Assignment:
Please output the entries below without altering a single character.

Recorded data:
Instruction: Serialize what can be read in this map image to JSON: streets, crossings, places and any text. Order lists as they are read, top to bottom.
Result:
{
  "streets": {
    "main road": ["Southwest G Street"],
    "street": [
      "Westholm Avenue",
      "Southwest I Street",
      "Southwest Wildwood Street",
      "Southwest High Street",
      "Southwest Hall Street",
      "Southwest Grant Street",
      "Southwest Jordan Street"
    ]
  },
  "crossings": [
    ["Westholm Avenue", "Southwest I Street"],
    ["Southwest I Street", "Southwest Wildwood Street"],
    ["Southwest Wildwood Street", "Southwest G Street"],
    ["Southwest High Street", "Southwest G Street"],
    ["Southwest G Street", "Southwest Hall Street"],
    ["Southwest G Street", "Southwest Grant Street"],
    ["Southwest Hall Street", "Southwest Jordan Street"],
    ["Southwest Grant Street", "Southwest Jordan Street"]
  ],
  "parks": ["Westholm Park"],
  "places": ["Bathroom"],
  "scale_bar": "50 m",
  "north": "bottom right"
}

The answer:
Instruction: Serialize what can be read in this map image to JSON: streets, crossings, places and any text. Order lists as they are read, top to bottom.
Result:
{
  "streets": {
    "main road": ["Southwest G Street"],
    "street": [
      "Westholm Avenue",
      "Southwest I Street",
      "Southwest Wildwood Street",
      "Southwest High Street",
      "Southwest Hall Street",
      "Southwest Grant Street",
      "Southwest Jordan Street"
    ]
  },
  "crossings": [
    ["Westholm Avenue", "Southwest I Street"],
    ["Southwest I Street", "Southwest Wildwood Street"],
    ["Southwest Wildwood Street", "Southwest G Street"],
    ["Southwest High Street", "Southwest G Street"],
    ["Southwest G Street", "Southwest Hall Street"],
    ["Southwest G Street", "Southwest Grant Street"],
    ["Southwest Hall Street", "Southwest Jordan Street"],
    ["Southwest Grant Street", "Southwest Jordan Street"]
  ],
  "parks": ["Westholm Park"],
  "places": ["Bathroom"],
  "scale_bar": "50 m",
  "north": "bottom right"
}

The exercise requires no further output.